It might seem as if Detroit Red Wings sniper Gustav Nyquist has come out of nowhere to lead the team's charge to the playoffs in the absence of its brightest stars.
He's scoring almost at will, piling up early career totals that only superstars Alex Ovechkin and Pavel Bure previously accomplished.
But the 24-year-old Swedish sensation is making this incredible impression because of the way the Red Wings have allowed him to develop. His progression and performance at every level is proof he's no flash-in-the-pan scoring story—he's the real deal. He's a player who has honed his skills in the American Hockey League and is now reaping the benefits of maturity, confidence and opportunity.
It might surprise you to know he was drafted back in 2008 and wasn't even taken until the fourth round. Another gem of a late draft choice for the Wings.
|Later-round picks pan out for Wings|
What they've done with Nyquist since the draft has set him up for this success. Well...that and his obvious natural talent.
Some might suggest bringing along talented prospects slowly is a luxury the Red Wings and perhaps a few other top teams have, thanks to the quality of their prospect pipeline and NHL depth that has allowed them to rack up 22 straight playoff appearances.
Others would point out the Wings had no choice but to send Nyquist back to the AHL's Grand Rapid Griffins last fall due to salary-cap constraints.
But the franchise has never forced a player into the lineup before he was ready, and that includes its marquee players Henrik Zetterberg and Pavel Datsyuk.
Datsyuk was 23 when he came to the NHL after three more years in Russia following his selection—in the sixth round, 171st overall—at the 1998 draft.
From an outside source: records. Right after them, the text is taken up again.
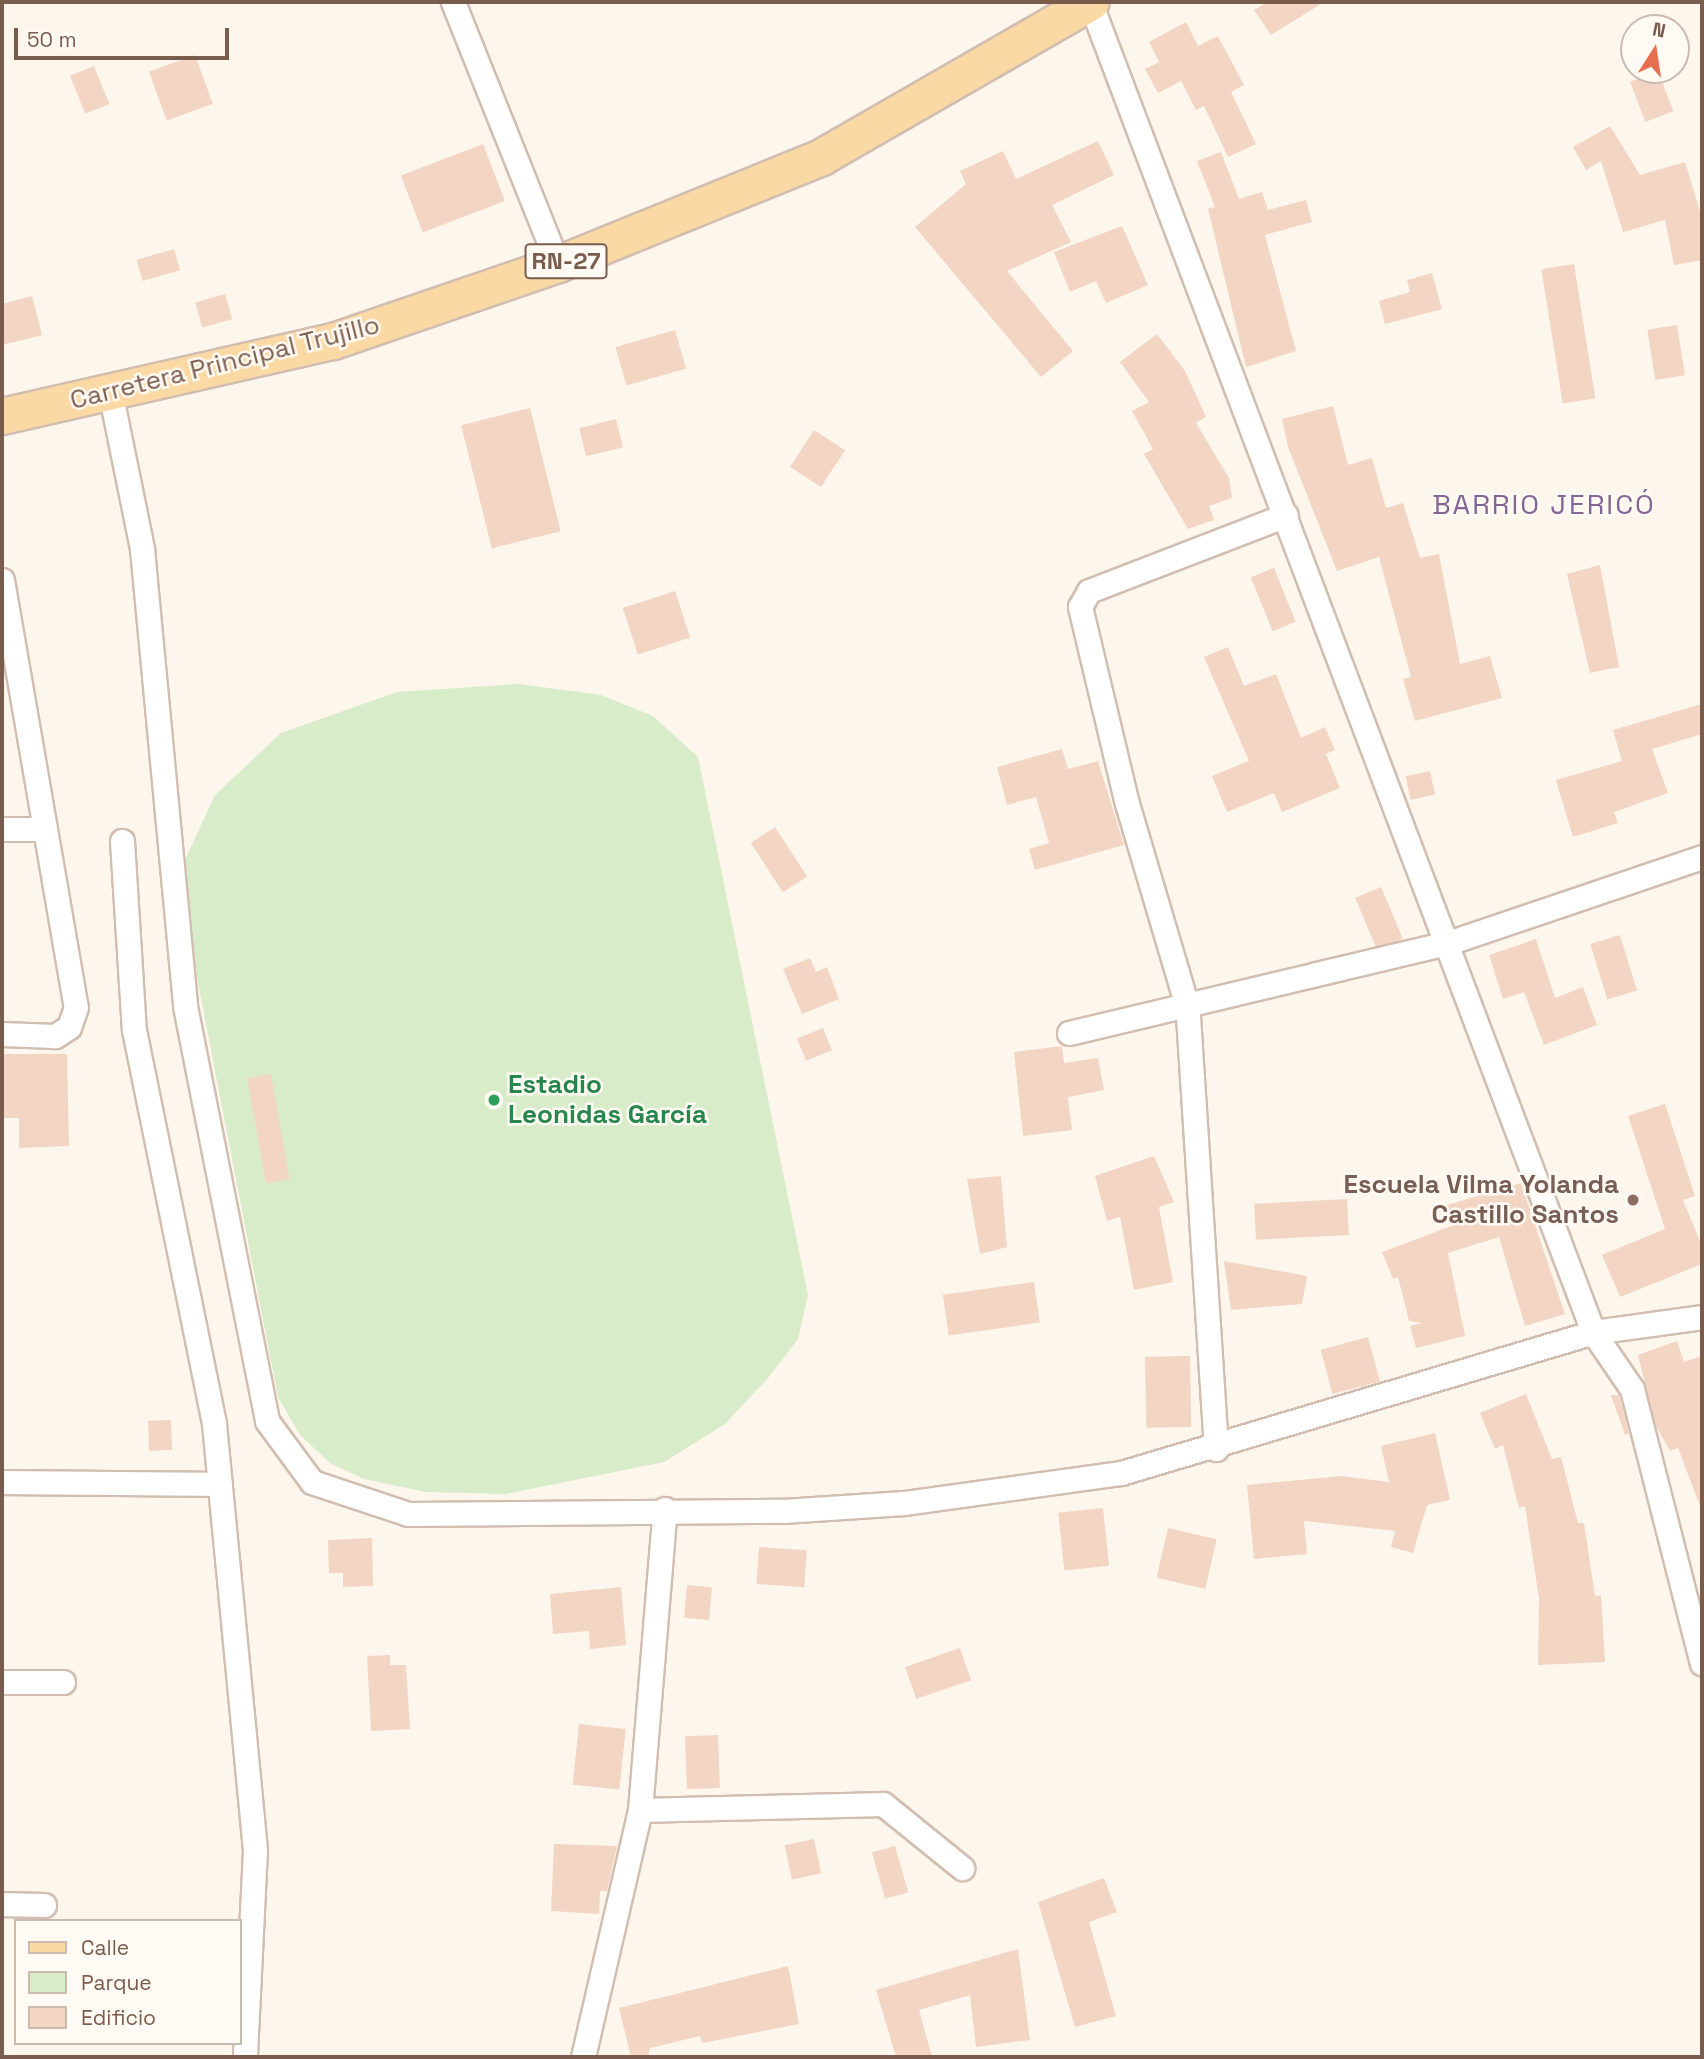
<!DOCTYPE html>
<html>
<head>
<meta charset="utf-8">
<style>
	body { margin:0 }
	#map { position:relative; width:1704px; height:2059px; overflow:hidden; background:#fdf6ec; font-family:"Space Grotesk",sans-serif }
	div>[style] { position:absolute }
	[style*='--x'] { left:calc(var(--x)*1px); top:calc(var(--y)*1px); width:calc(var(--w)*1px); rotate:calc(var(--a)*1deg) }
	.green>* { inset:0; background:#d8ecc9 }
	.building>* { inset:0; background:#f3d5c3; transform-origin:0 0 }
	.roads { filter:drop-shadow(2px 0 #d1beb0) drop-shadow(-2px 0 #d1beb0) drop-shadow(0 2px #d1beb0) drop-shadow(0 -2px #d1beb0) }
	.street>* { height:23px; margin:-11.5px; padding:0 11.5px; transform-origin:11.5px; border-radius:11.5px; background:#fff }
	.primary>* { height:35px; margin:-17.5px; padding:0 17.5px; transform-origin:17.5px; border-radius:17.5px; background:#fbd9a5 }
	.dots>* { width:19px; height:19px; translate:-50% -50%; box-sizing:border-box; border:4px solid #fffaf3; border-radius:50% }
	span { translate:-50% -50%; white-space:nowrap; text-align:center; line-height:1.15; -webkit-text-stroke:5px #fffaf3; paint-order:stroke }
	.shield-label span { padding:2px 5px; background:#fffaf3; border:2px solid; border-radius:5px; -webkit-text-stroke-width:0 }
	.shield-label { font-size:24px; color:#7a5c4d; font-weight:700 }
	.street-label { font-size:26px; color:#7a5c4d }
	.leisure-label { font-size:26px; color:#27864d; font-weight:700 }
	.left { translate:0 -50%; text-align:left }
	.education-label { font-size:26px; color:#785e54; font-weight:700 }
	.right { translate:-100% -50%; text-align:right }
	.neighbourhood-label { font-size:28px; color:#846695; letter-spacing:2px }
	.frame { position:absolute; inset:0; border:4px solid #7a5c4d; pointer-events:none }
	.legend { position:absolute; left:14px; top:1919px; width:228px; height:126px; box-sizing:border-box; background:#fffaf3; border:2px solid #cabbb1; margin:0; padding:9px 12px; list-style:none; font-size:21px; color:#7a5c4d }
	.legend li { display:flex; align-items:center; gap:14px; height:35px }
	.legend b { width:35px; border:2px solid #cabbb1 }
	.north { position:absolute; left:1620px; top:14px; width:70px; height:70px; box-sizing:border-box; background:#fffaf3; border:2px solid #cabbb1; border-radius:50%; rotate:12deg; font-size:19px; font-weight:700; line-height:28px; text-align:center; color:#7a5c4d }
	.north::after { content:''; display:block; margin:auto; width:24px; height:32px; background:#e76f51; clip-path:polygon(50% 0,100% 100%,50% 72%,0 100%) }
	.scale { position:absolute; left:14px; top:28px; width:215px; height:32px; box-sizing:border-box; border:4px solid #7a5c4d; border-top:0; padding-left:9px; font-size:21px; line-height:24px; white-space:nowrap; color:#7a5c4d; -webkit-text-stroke:5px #fffaf3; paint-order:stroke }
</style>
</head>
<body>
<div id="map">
	<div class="green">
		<i style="clip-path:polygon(519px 684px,601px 695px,653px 716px,698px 757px,808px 1295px,798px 1339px,768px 1378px,725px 1424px,664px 1462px,506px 1494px,426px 1492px,364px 1479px,330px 1463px,300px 1435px,278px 1397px,183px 905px,186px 858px,215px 795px,281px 733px,397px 692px)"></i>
	</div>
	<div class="building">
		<i style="clip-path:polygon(1268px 2px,1324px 2px,1271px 35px,1254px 10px)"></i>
		<i style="clip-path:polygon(1186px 22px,1198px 46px,1218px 36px,1244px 85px,1231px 92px,1256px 144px,1228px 157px,1204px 106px,1196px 110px,1181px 81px,1158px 93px,1145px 69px,1159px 62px,1149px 42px)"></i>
		<i style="left:195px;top:55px;width:52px;height:49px;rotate:70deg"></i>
		<i style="left:94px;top:66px;width:41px;height:26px;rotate:68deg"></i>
		<i style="left:1658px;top:71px;width:43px;height:30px;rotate:69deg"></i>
		<i style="clip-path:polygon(1610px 126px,1640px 175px,1685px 162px,1702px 218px,1702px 260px,1674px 265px,1665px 220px,1623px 232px,1601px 161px,1586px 170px,1573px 147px)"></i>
		<i style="clip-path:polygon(1098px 141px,1114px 175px,1052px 205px,1071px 242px,1007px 271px,1073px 351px,1041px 377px,915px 227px,966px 184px,960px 171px,1003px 151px,1016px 179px)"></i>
		<i style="left:483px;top:144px;width:61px;height:88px;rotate:69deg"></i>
		<i style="clip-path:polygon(1221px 152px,1239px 199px,1262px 192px,1268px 210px,1306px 200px,1312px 222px,1265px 235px,1296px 351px,1246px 367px,1208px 209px,1215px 207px,1197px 161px)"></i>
		<i style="clip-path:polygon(1122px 226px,1148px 285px,1106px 303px,1096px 281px,1070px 292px,1054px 252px)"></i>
		<i style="left:174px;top:249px;width:22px;height:39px;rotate:74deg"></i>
		<i style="left:1574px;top:264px;width:136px;height:33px;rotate:81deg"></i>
		<i style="clip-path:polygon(1432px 273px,1442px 309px,1385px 324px,1379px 301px,1410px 292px,1407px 280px)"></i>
		<i style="left:225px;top:294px;width:26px;height:31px;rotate:74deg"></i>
		<i style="clip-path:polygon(32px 296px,42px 335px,2px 345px,2px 304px)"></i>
		<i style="left:1677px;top:325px;width:51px;height:30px;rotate:81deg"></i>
		<i style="left:675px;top:330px;width:40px;height:62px;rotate:74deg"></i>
		<i style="clip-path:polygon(1157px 334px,1185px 371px,1206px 417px,1196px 423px,1229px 478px,1232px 498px,1209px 506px,1214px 520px,1188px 529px,1144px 454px,1153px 449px,1132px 411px,1149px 402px,1120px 362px)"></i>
		<i style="clip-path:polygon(1333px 406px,1348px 465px,1372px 458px,1386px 508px,1403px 503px,1420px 558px,1439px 554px,1460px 664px,1490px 656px,1502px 698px,1415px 721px,1403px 679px,1411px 677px,1379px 557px,1337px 571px,1288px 447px,1282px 419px)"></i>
		<i style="left:530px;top:408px;width:127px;height:71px;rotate:76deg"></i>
		<i style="left:616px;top:419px;width:29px;height:38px;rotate:76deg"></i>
		<i style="left:814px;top:430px;width:37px;height:44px;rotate:33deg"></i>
		<i style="clip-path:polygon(1600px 565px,1619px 667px,1590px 673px,1567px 574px)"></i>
		<i style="left:1274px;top:568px;width:58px;height:25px;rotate:68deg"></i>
		<i style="left:675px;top:591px;width:49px;height:55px;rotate:72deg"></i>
		<i style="clip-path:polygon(1228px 647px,1244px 686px,1276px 674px,1301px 738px,1325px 727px,1335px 750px,1326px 754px,1340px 788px,1282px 812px,1274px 793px,1227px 812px,1212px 776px,1249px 761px,1204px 657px)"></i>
		<i style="clip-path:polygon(1702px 704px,1702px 734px,1652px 749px,1668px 793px,1614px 812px,1618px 823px,1573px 837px,1556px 780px,1622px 761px,1613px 730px)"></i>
		<i style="clip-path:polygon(1062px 749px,1068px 769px,1098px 761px,1124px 845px,1035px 870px,1029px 849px,1049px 843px,1036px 797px,1007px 805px,997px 767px)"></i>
		<i style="left:1430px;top:771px;width:24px;height:25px;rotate:78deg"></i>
		<i style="left:775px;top:827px;width:59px;height:29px;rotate:57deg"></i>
		<i style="left:1381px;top:887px;width:56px;height:28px;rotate:67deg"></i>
		<i style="left:1620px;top:935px;width:58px;height:31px;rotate:73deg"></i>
		<i style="clip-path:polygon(1536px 939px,1555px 998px,1583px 987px,1597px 1025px,1544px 1045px,1524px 992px,1503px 999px,1489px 955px)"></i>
		<i style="clip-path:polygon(810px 958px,816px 972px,827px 967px,839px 999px,802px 1014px,783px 969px)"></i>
		<i style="left:823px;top:1028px;width:24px;height:28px;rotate:68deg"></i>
		<i style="clip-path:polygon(1062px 1046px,1064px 1063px,1098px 1058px,1104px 1090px,1068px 1097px,1072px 1130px,1023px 1136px,1014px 1052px)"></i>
		<i style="clip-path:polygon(2px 1054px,67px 1054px,69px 1146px,19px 1148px,19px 1118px,2px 1118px)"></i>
		<i style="left:271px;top:1074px;width:107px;height:24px;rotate:80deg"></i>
		<i style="clip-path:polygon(1665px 1104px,1695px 1196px,1683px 1200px,1702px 1246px,1702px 1264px,1620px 1297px,1602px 1255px,1665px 1229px,1628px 1116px)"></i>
		<i style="clip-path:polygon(1154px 1156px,1174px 1202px,1159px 1207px,1173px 1282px,1134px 1290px,1120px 1217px,1107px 1221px,1095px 1176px)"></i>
		<i style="clip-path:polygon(1001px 1176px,1007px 1247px,980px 1254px,967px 1179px)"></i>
		<i style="clip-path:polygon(1521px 1183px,1565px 1314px,1525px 1326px,1499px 1237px,1448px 1253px,1465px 1336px,1416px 1348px,1410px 1326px,1422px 1323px,1409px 1321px,1398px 1277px,1393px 1279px,1382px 1252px,1454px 1225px,1447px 1205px)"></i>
		<i style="left:1347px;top:1199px;width:36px;height:93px;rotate:87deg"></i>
		<i style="clip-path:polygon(1224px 1261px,1307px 1276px,1302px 1304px,1231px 1310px)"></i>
		<i style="left:1034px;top:1282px;width:41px;height:92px;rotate:82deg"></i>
		<i style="left:1368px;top:1337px;width:46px;height:49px;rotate:75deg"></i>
		<i style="clip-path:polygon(1677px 1341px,1684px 1362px,1702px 1356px,1700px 1506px,1678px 1448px,1670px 1451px,1655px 1424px,1638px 1355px)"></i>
		<i style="left:1190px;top:1356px;width:71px;height:45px;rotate:89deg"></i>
		<i style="clip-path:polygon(1526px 1394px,1552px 1459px,1561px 1457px,1578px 1523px,1584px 1523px,1595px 1596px,1601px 1595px,1605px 1662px,1538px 1665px,1539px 1599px,1525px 1506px,1519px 1508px,1503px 1445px,1495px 1449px,1480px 1413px)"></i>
		<i style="clip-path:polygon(1611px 1395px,1619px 1395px,1629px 1433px,1625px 1435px)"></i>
		<i style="left:171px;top:1420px;width:30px;height:23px;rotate:88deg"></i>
		<i style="clip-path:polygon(1435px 1433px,1450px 1500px,1427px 1505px,1413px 1553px,1391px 1547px,1395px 1531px,1304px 1521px,1307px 1554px,1254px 1559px,1247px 1485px,1341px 1476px,1389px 1482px,1381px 1446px)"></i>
		<i style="left:1103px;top:1508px;width:58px;height:45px;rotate:84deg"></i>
		<i style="left:1168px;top:1528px;width:50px;height:51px;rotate:13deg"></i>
		<i style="clip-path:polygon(372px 1538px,373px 1586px,343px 1587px,343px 1573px,329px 1573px,328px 1540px)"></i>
		<i style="left:759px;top:1547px;width:48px;height:37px;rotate:4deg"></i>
		<i style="left:687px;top:1585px;width:25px;height:33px;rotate:5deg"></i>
		<i style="clip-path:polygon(621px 1587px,626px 1645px,590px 1649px,589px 1631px,553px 1634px,550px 1594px)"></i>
		<i style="left:960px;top:1648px;width:34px;height:58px;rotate:71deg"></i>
		<i style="clip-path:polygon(390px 1655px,390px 1665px,406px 1665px,410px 1729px,371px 1731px,367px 1656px)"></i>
		<i style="left:579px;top:1724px;width:47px;height:61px;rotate:6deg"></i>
		<i style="left:718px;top:1735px;width:53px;height:33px;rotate:88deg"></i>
		<i style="left:814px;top:1839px;width:35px;height:30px;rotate:78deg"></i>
		<i style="clip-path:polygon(554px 1844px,617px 1846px,607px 1891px,600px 1891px,599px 1914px,551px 1911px)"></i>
		<i style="left:895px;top:1846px;width:48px;height:24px;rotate:74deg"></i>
		<i style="clip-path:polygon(1104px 1878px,1117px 1912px,1089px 1922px,1116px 2016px,1075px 2027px,1038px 1902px)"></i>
		<i style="clip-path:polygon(1018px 1949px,1030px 2040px,976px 2047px,970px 1995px,919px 2010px,932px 2057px,896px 2057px,876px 1990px)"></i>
		<i style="clip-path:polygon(788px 1966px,799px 2024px,702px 2043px,700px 2036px,650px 2048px,648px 2057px,631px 2057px,619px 2008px)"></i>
	</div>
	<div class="roads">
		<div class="street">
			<i style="--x:453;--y:2;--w:282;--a:68.2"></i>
			<i style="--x:1090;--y:2;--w:1422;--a:69.28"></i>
			<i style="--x:1593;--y:1332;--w:69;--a:55.6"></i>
			<i style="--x:1632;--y:1389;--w:283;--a:75.7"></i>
			<i style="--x:111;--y:396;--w:156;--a:78.5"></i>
			<i style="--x:142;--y:549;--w:459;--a:84.6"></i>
			<i style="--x:185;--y:1006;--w:423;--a:78.8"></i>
			<i style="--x:267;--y:1421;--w:76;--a:53.6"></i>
			<i style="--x:312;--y:1482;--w:101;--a:18.4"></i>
			<i style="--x:408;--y:1514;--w:375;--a:-0.5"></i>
			<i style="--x:783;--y:1511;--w:121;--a:-3.8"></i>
			<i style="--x:904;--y:1503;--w:219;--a:-7.9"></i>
			<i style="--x:1121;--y:1473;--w:493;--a:-16.6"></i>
			<i style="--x:1593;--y:1332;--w:110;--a:-7.8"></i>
			<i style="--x:2;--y:580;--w:433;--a:80.2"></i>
			<i style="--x:76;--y:1007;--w:21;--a:109"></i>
			<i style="--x:69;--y:1027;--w:17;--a:147"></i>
			<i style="--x:55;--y:1036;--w:53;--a:-177.8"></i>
			<i style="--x:2;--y:829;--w:43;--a:0"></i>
			<i style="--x:122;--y:841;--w:189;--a:86.4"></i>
			<i style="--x:134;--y:1030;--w:402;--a:78.5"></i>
			<i style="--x:214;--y:1424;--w:428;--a:84.5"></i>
			<i style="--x:255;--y:1850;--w:207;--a:92.8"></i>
			<i style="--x:1069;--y:1033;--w:390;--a:-13.4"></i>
			<i style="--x:1448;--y:943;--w:268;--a:-18.7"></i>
			<i style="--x:1216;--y:1449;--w:444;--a:-93.7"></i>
			<i style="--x:1187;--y:1006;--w:211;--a:-106.5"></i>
			<i style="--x:1127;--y:804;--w:203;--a:-103.4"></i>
			<i style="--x:1080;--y:607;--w:18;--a:-61"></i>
			<i style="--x:1089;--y:591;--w:211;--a:-21.1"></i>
			<i style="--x:2;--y:1482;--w:218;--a:0.5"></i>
			<i style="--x:2;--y:1682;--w:61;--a:0"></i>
			<i style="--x:640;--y:1810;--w:243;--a:-1.4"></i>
			<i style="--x:883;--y:1804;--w:102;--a:39"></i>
			<i style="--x:2;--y:1904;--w:42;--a:1.4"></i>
			<i style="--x:583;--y:2057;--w:253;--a:-77"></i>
			<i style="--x:640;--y:1810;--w:302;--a:-85.3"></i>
		</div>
		<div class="primary">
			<i style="--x:2;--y:416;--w:339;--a:-12.8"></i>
			<i style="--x:333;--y:341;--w:238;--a:-18.9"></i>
			<i style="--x:558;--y:264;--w:284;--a:-22.1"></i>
			<i style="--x:821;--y:157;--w:311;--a:-29.9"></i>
		</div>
	</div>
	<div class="dots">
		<i style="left:494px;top:1100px;background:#2e9e5b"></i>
		<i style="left:1633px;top:1200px;background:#8d6e63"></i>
	</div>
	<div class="shield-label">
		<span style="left:566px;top:261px">RN-27</span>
	</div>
	<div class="street-label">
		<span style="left:225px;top:363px;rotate:-14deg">Carretera Principal Trujillo</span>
	</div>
	<div class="leisure-label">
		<span class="left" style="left:508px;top:1100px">Estadio<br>Leonidas García</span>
	</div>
	<div class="education-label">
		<span class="right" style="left:1619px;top:1200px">Escuela Vilma Yolanda<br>Castillo Santos</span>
	</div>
	<div class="neighbourhood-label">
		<span style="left:1544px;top:504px">BARRIO JERICÓ</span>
	</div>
	<div class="frame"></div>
	<ul class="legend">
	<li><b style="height:9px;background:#fbd9a5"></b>Calle</li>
	<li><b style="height:19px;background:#d8ecc9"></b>Parque</li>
	<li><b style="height:19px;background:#f3d5c3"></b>Edificio</li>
	</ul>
	<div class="north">N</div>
	<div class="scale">50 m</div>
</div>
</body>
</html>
Zetterberg spent three campaigns in Sweden after the Wings drafted him 210th overall in the seventh round in 1999. He made the jump as a 22-year-old.
Others have followed similar paths or, like Nyquist, are skating them now in various stages.
Fellow countryman Daniel Alfredsson, who was also Nyquist's teammate at the Sochi Games in February, told Ansar Khan of MLive.com he's seen a lot of growth in Nyquist even since training camp:
It’s a natural progression from what I’ve seen from camp and since coming up from Grand Rapids he’s been really good. He brings speed, brings work ethic. He’s a young guy who really is mature in terms of where to be on the ice in different situations and he’s been very impressive.
The torch will eventually pass from Zetterberg and Datsyuk to Nyquist and perhaps Tomas Tatar or Tomas Jurco in the coming years, the same way it has in relatively seamless fashion from the leadership of players like Steve Yzerman and Sergei Fedorov to Nicklas Lidstrom and Brendan Shannahan to Zetterberg and Datsyuk.
It was a plethora of injuries to Wings veterans that gave Nyquist his opportunity to string together more NHL games than he has in scattered appearances the last couple of seasons. It was a solid college career, a dynamic championship season in the AHL and some playoff experience a year ago that showed glimpses of what the Red Wings were facilitating.
|Nyquist by the numbers|
|2011-12||Red Wings (NHL)||18||1||6||7||4-0-0-0|
|2012-13||Red Wings (NHL)||22||3||3||6||14-2-3-5|
|2013-14||Red Wings (NHL)||53||28||19||47|
There's no guarantee where Nyquist may go from here.
Some might argue a healthy Datsyuk and Zetterberg will take ice time and opportunity away from the young star in the making.
In reality, when opponents have to focus on the already established stars, it could lead to even more mismatches for Nyquist.
The young speedster with finishing touch has already shown he's capable of beating the best of the best in highlight-reel fashion, burning Boston Bruins beast Zdeno Chara with his speed through the neutral zone for a spectacular goal.
Teammate Johan Franzen is impressed by the type of goals Nyquist is creating. He explained to Helene St. James of the Detroit Free Press:
He’s faster with the puck than without it, and that’s pretty uncommon. It’s more his speed getting away from the D’s and creating such great chances for himself — it’s not like anyone is really setting him up. He’s just waiting for the right opportunity, and it usually comes from his own blue line when he can beat the D to a puck and skate around them.
Maybe most impressive about the 5'11", 185-pound winger is how much better he seems to get as the season progresses after being promoted in late November. He did score twice in his debut, and four times in his first five games, but his last 30 contests have been extraordinary. In those, he's scored 23 times and totaled 36 points. Four of the goals were the game-winners, and he has six of those in 53 games this season—as many as Patrick Kane, Phil Kessel and Jaromir Jagr.
There's a reason people are mentioning him and the Hart Memorial Trophy in the same sentence, even though he's a long shot to win it based on his part-time season.
Don't worry, though, it looks as if there will be plenty of opportunity of that trophy becoming a reality for Nyquist if he continues to progress the way he has. The Red Wings have been hoping—and planning—for that.